Il governatore della banca centrale croata Boris Vujčić (BORIS ROESSLER/AFP/Getty Images)

Quando sarà il momento della Croazia nell’euro?

Probabilmente non così presto come vorrebbe il governo croato, anche per la crescente diffidenza verso un nuovo allargamento a est

Lo scorso luglio il Parlamento croato ha riconfermato governatore della Banca centrale il 54enne Boris Vujčić, noto soprattutto per le sue posizioni a favore dell’entrata della Croazia tra i paesi che adottano l’euro come moneta. La rielezione di Vujčić è stata appoggiata anche dal governo del primo ministro croato Andrej Plenković, europeista, il cui obiettivo è accedere entro il 2020 al meccanismo che anticipa l’entrata di un paese nell’euro, il cosiddetto AEC II (Accordi Europei di Cambio). Per la Croazia comunque non sarà facile: come ha sottolineato Bloomberg, oggi una delle più grandi questioni relative all’allargamento dell’eurozona è capire quanto i paesi più forti, che già ne fanno parte, abbiano intenzione di appoggiare l’adozione dell’euro in un altro paese dell’area balcanica, dopo i grandi interventi finanziari degli ultimi anni per salvare la Grecia.

La Croazia non è l’unico paese dell’Unione Europea a voler entrare nell’euro: ci sono anche Bulgaria e Romania, con i bulgari per il momento in vantaggio su tutti gli altri.

«Entrare nell’eurozona sarà una cosa buona per la Croazia, ma il processo potrebbe essere difficile», ha detto Željko Lovrinčević, docente dell’Economic Institute di Zagabria. Le complicazioni sono molte e finora la Croazia non è riuscita a soddisfare tutte le regole imposte ai paesi che aspirano a entrare nell’eurozona: nonostante il cambio euro-kuna, la valuta locale, possa oscillare solo all’interno di un stretto intervallo, e nonostante il governo abbia chiuso il 2017 con un avanzo di bilancio, la Croazia non ha soddisfatto i cosiddetti “vincoli di Maastricht” relativi all’inflazione e al debito pubblico. Per questo motivo non è ancora stata fissata una data per l’entrata della Croazia nell’AEC II, a differenza per esempio di quanto è successo alla Bulgaria, il paese più povero di tutta l’Unione Europea.

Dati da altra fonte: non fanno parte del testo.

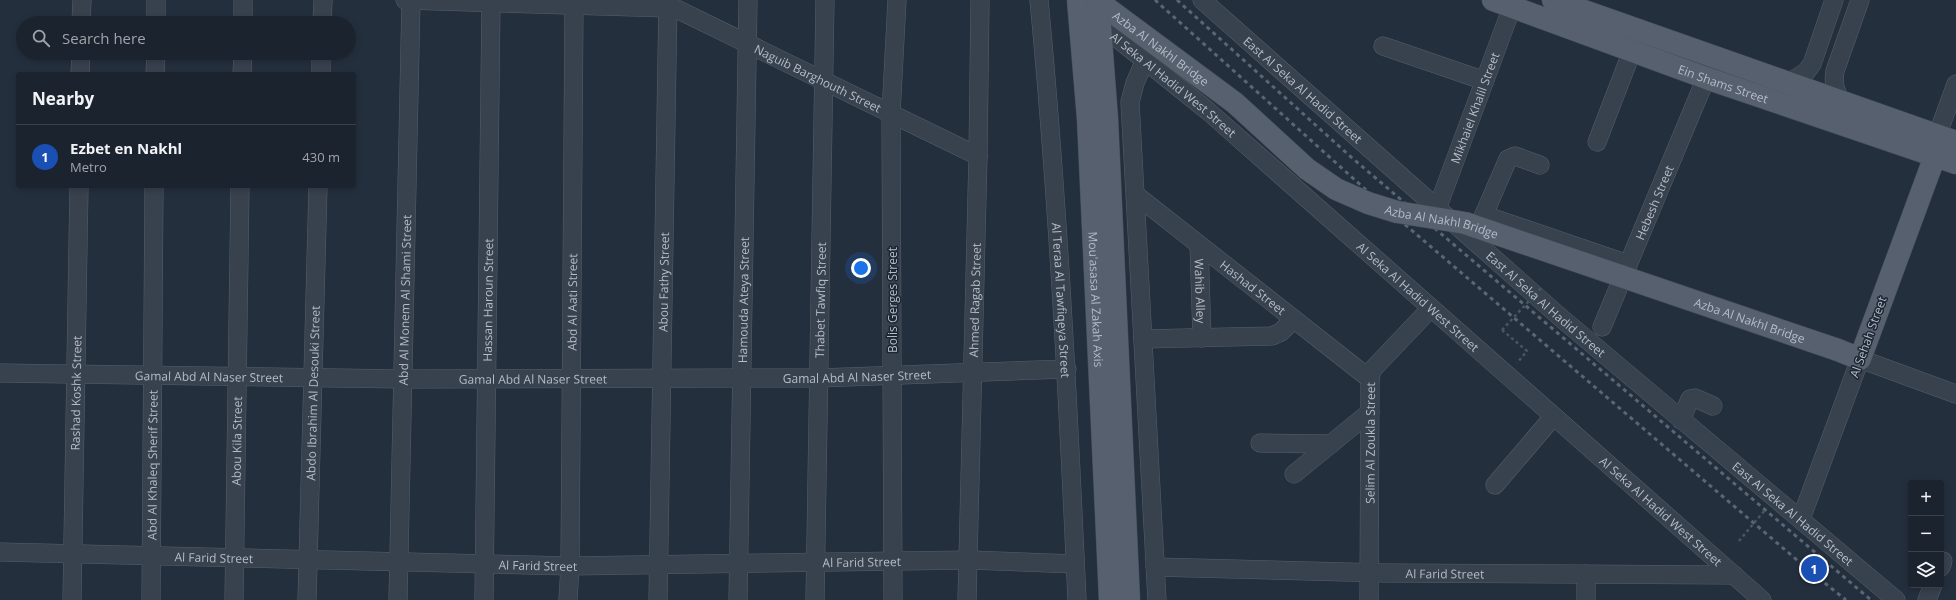 <!DOCTYPE html>
<meta charset="utf-8">
<style>
:root{--surface:#1b232e;--page:#282f3a;--text:#f1f3f6;--muted:#a0a4aa;--line:#39404a;--accent:#b45309}
body{margin:0;font-family:"Open Sans",sans-serif;background:var(--page);color:var(--text)}
.controls{position:absolute;right:12px;bottom:12px;display:grid;overflow:hidden;border-radius:4px;box-shadow:0 2px 6px #0003}
.controls button{width:36px;height:36px;display:grid;place-items:center;padding:0;border:0;border-bottom:1px solid var(--line);background:var(--surface);color:var(--text);font:20px sans-serif}
.you{position:absolute;left:861px;top:268px;width:14px;height:14px;margin:-10px;border:3px solid #fff;border-radius:50%;background:#1a73e8;box-shadow:0 0 0 6px #1a73e833}
.badge{display:grid;place-items:center;width:26px;height:26px;border-radius:50%;background:var(--accent);color:#fff;font-size:13px;font-weight:700}
.pin{position:absolute;translate:-50% -50%;border:2px solid #fff;box-shadow:0 1px 4px #0006}
.list{margin:0;padding:0;list-style:none}
h2{display:flex;justify-content:space-between;align-items:center;height:52px;margin:0;padding:0 16px;font-size:17px}
h2 small{font-size:13px;font-weight:400;color:var(--muted)}
.list li{display:grid;grid-template-columns:26px 1fr auto;gap:12px;align-items:center;box-sizing:border-box;height:64px;padding:0 16px;border-top:1px solid var(--line)}
.list b{display:block;font-size:15px;white-space:nowrap}
.list p{margin:0;font-size:13px;white-space:nowrap;color:var(--muted)}
.list em{font-size:13px;font-style:normal;color:var(--muted)}
.icon{flex:none;width:22px;height:22px;fill:none;stroke:currentColor;stroke-width:2;stroke-linecap:round;stroke-linejoin:round}
.map{position:relative;flex:none;width:1956px;height:600px;overflow:hidden}
.search{position:absolute;background:var(--surface);box-shadow:0 2px 6px #0003;left:16px;top:16px;width:340px;height:44px;display:flex;align-items:center;gap:10px;box-sizing:border-box;padding:0 14px;border-radius:22px;color:var(--muted);font-size:15px}
.panel{position:absolute;background:var(--surface);box-shadow:0 2px 6px #0003;left:16px;top:72px;width:340px;height:116px;border-radius:4px}
.map>svg:first-child{display:block}
</style>
<div class="map">
<svg width="1956" height="600" viewBox="0 0 1956 600">
<rect width="100%" height="100%" fill="#242f3e"/>
<g fill="none" stroke-linecap="round" stroke-linejoin="round">
<g stroke="#565f6c" stroke-width="19">
<g id="minor">
<path d="M 405,0 L 667,8"/>
<path id="s1" d="M 658,0 L 978,156"/>
<path id="s2" d="M 1039,0 C 1058,200 1068,400 1077,600"/>
<path id="s3" d="M 1202,0 L 1560,317 L 1896,600"/>
<path id="s4" d="M 1092,18 L 1208,111 L 1762,600"/>
<path d="M 81,23 L 82,0"/>
<path d="M 156,23 L 156,0"/>
<path d="M 243,23 L 243,0"/>
<path d="M 322,23 L 323,0"/>
<path d="M 1383,46 L 1485,81"/>
<path d="M 1145,60 L 1135,83 L 1130,102 L 1157,600"/>
<path d="M 80,74 L 81,53"/>
<path d="M 155,74 L 156,53"/>
<path d="M 242,74 L 243,53"/>
<path d="M 321,74 L 321,53"/>
<path d="M 1788,83 L 1806,72 L 1812,64 L 1834,0"/>
<path d="M 1841,101 C 1835,91 1833,83 1835,71 L 1860,0"/>
<path d="M 1937,136 L 1956,84"/>
<path d="M 1597,142 L 1632,51"/>
<path id="s5" d="M 1136,195 L 1370,379"/>
<path id="s6" d="M 1437,209 L 1512,7"/>
<path d="M 1484,215 L 1628,264"/>
<path d="M 1479,226 L 1508,159 L 1515,156 L 1540,165"/>
<path id="s7" d="M 1199,245 L 1202,338"/>
<path id="s8" d="M 1602,327 L 1706,78"/>
<path d="M 1143,339 L 1272,336 L 1281,332 L 1294,319"/>
<path id="s9" d="M 0,373 L 402,379 L 742,378 L 819,378 L 1067,369"/>
<path d="M 1681,420 L 1690,399 L 1695,398 L 1713,406"/>
<path d="M 1260,443 L 1331,444"/>
<path d="M 1294,474 L 1370,412"/>
<path d="M 1495,485 L 1553,417"/>
<path d="M 1801,519 L 1860,359 L 1956,394"/>
<path id="s10" d="M 0,552 L 570,566 L 969,560 L 1075,564"/>
<path id="s11" d="M 1155,567 L 1384,573 L 1734,575"/>
<path d="M 1941,567 L 1943,561"/>
<path d="M 1586,574 L 1586,600"/>
<path id="s12" d="M 72,600 L 79,186"/>
<path id="s13" d="M 151,600 L 154,186"/>
<path id="s14" d="M 234,600 L 240,186"/>
<path id="s15" d="M 307,600 L 318,186"/>
<path id="s16" d="M 398,600 L 411,0"/>
<path id="s17" d="M 484,600 L 491,0"/>
<path id="s18" d="M 568,600 L 570,566 L 574,5"/>
<path id="s19" d="M 658,600 L 668,0"/>
<path id="s20" d="M 738,600 L 748,0"/>
<path id="s21" d="M 815,600 L 825,0"/>
<path d="M 893,600 L 891,114 L 897,0"/>
<path id="s22" d="M 967,600 L 978,156 L 980,0"/>
<path id="s23" d="M 1369,600 L 1370,379 L 1372,370 L 1430,309"/>
<path d="M 1927,600 L 1933,585"/>
</g>
</g>
<g stroke="#414a57" stroke-width="23">
<g id="major">
<path id="s24" d="M 1493,0 L 1706,78 L 1956,163"/>
<path d="M 1553,0 L 1956,142"/>
<path d="M 1838,350 L 1860,359 L 1935,156"/>
</g>
</g>
<path stroke="#44595c" stroke-width="2.5" stroke-dasharray="3 3" stroke-linecap="butt" d="M 1502,330 L 1527,351 L 1517,363"/>
<use href="#minor" stroke="#38414e" stroke-width="18"/>
<use href="#major" stroke="#56606e" stroke-width="22"/>
<path stroke="#5a6575" stroke-width="3" stroke-dasharray="4 4" stroke-linecap="butt" d="M 1155,0 L 1395,216 L 1811,572 L 1846,600
M 1177,0 L 1351,157 L 1871,600"/>
<g stroke="#414a57" stroke-width="23" stroke-linecap="butt">
<g id="major-bridge">
<path id="s25" d="M 1078,0 L 1088,119 L 1110,600"/>
<path id="s26" d="M 1096,0 L 1235,103 L 1307,169 L 1336,189 L 1368,203 L 1397,212 L 1465,223 L 1838,350"/>
<path d="M 1098,0 L 1107,118 L 1129,600"/>
</g>
</g>
<path stroke="#44595c" stroke-width="2.5" stroke-dasharray="3 3" stroke-linecap="butt" d="M 1502,330 L 1541,288
M 1739,541 L 1765,510"/>
<use href="#major-bridge" stroke="#56606e" stroke-width="22"/>
</g>
<g text-anchor="middle" dominant-baseline="central" stroke-width="3" stroke-linejoin="round" paint-order="stroke">
<g font-size="12" fill="#b4bcc9" stroke="#1d2633">
<text stroke="none"><textPath href="#s26" startOffset="81">Azba Al Nakhl Bridge</textPath></text>
<text stroke="none"><textPath href="#s1" startOffset="178">Naguib Barghouth Street</textPath></text>
<text stroke="none"><textPath href="#s24" startOffset="245">Ein Shams Street</textPath></text>
<text stroke="none"><textPath href="#s4" startOffset="105">Al Seka Al Hadid West Street</textPath></text>
<text stroke="none"><textPath href="#s3" startOffset="135">East Al Seka Al Hadid Street</textPath></text>
<text stroke="none"><textPath href="#s6" startOffset="108">Mikhaiel Khalil Street</textPath></text>
<text stroke="none"><textPath href="#s8" startOffset="135">Hebesh Street</textPath></text>
<text stroke="none"><textPath href="#s26" startOffset="417">Azba Al Nakhl Bridge</textPath></text>
<text stroke="none"><textPath href="#s19" startOffset="318">Abou Fathy Street</textPath></text>
<text stroke="none"><textPath href="#s5" startOffset="149">Hashad Street</textPath></text>
<text stroke="none"><textPath href="#s7" startOffset="46">Wahib Alley</textPath></text>
<text stroke="none"><textPath href="#s4" startOffset="429">Al Seka Al Hadid West Street</textPath></text>
<text stroke="none"><textPath href="#s16" startOffset="300">Abd Al Monem Al Shami Street</textPath></text>
<text stroke="none"><textPath href="#s17" startOffset="300">Hassan Haroun Street</textPath></text>
<text stroke="none"><textPath href="#s20" startOffset="300">Hamouda Ateya Street</textPath></text>
<text stroke="none"><textPath href="#s21" startOffset="300">Thabet Tawfiq Street</textPath></text>
<text transform="translate(892 300) rotate(-90)">Bolis Gerges Street</text>
<text stroke="none"><textPath href="#s22" startOffset="300">Ahmed Ragab Street</textPath></text>
<text stroke="none"><textPath href="#s2" startOffset="301">Al Teraa Al Tawfiqeya Street</textPath></text>
<text stroke="none"><textPath href="#s25" startOffset="300">Mou'asasa Al Zakah Axis</textPath></text>
<text stroke="none"><textPath href="#s18" startOffset="298">Abd Al Aati Street</textPath></text>
<text stroke="none"><textPath href="#s3" startOffset="459">East Al Seka Al Hadid Street</textPath></text>
<text stroke="none"><textPath href="#s26" startOffset="741">Azba Al Nakhl Bridge</textPath></text>
<text transform="translate(1868 337) rotate(-70)">Al Sehah Street</text>
<text stroke="none"><textPath href="#s9" startOffset="857">Gamal Abd Al Naser Street</textPath></text>
<text stroke="none"><textPath href="#s9" startOffset="209">Gamal Abd Al Naser Street</textPath></text>
<text stroke="none"><textPath href="#s9" startOffset="533">Gamal Abd Al Naser Street</textPath></text>
<text stroke="none"><textPath href="#s12" startOffset="207">Rashad Koshk Street</textPath></text>
<text stroke="none"><textPath href="#s15" startOffset="207">Abdo Ibrahim Al Desouki Street</textPath></text>
<text stroke="none"><textPath href="#s14" startOffset="159">Abou Kila Street</textPath></text>
<text stroke="none"><textPath href="#s23" startOffset="157">Selim Al Zoukla Street</textPath></text>
<text stroke="none"><textPath href="#s13" startOffset="135">Abd Al Khaleq Sherif Street</textPath></text>
<text stroke="none"><textPath href="#s4" startOffset="753">Al Seka Al Hadid West Street</textPath></text>
<text stroke="none"><textPath href="#s3" startOffset="783">East Al Seka Al Hadid Street</textPath></text>
<text stroke="none"><textPath href="#s10" startOffset="214">Al Farid Street</textPath></text>
<text stroke="none"><textPath href="#s10" startOffset="862">Al Farid Street</textPath></text>
<text stroke="none"><textPath href="#s10" startOffset="538">Al Farid Street</textPath></text>
<text stroke="none"><textPath href="#s11" startOffset="290">Al Farid Street</textPath></text>
</g>
</g>
</svg>
<div class="controls">
<button>+</button>
<button>−</button>
<button><svg class="icon" aria-label="layers" viewBox="0 0 24 24"><path d="M12 4l9 5-9 5-9-5zM3 14l9 5 9-5"/></svg></button>
</div>
<div class="you"></div>
<div class="pin badge" style="left:1814px;top:569px;background:#1a4fb4">1</div>
<div class="search"><svg class="icon" aria-label="search" viewBox="0 0 24 24"><circle cx="10" cy="10" r="6"/><path d="M15 15l6 6"/></svg>Search here</div>
<section class="panel">
<h2>Nearby<small></small></h2>
<ul class="list">
<li><span class="badge" style="background:#1a4fb4">1</span><div><b>Ezbet en Nakhl</b><p>Metro</p></div><em>430 m</em></li>
</ul>
</section>
</div>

Il ricordo di quanto sia costata la crisi finanziaria della Grecia non è l’unica ragione per cui negli ultimi anni la UE è diventata molto più prudente nell’allargamento dell’eurozona. In molti paesi europei la questione della convenienza dell’euro è diventata centrale nel dibattito pubblico, il sostegno alle forze politiche euroscettiche è cresciuto e in alcuni stati, tra cui Lettonia ed Estonia, ci sono stati grandi scandali legati a operazioni di riciclaggio di denaro. Il sistema bancario croato finora ha retto, anche se lo scorso anno la società più grande della Croazia, il colosso agroalimentare Agrokor, è stata salvata dal governo dopo essere arrivata vicina alla bancarotta.

Secondo alcuni osservatori, le crisi e gli scandali che hanno colpito negli ultimi anni alcuni paesi dell’eurozona hanno dimostrato come i “vincoli di Maastricht” non siano più criteri sufficienti per valutare il livello di preparazione di uno stato ad adottare l’euro, e che ne dovrebbero essere inclusi altri: per esempio la stabilità del sistema bancario nazionale e l’indipendenza del potere giudiziario e delle banche centrali. Se l’Unione Europea dovesse decidere di irrigidire ulteriormente le regole di accesso all’eurozona, la Croazia potrebbe doverne pagare le conseguenze, rimandando di nuovo le sue aspirazioni di adottare la moneta unica.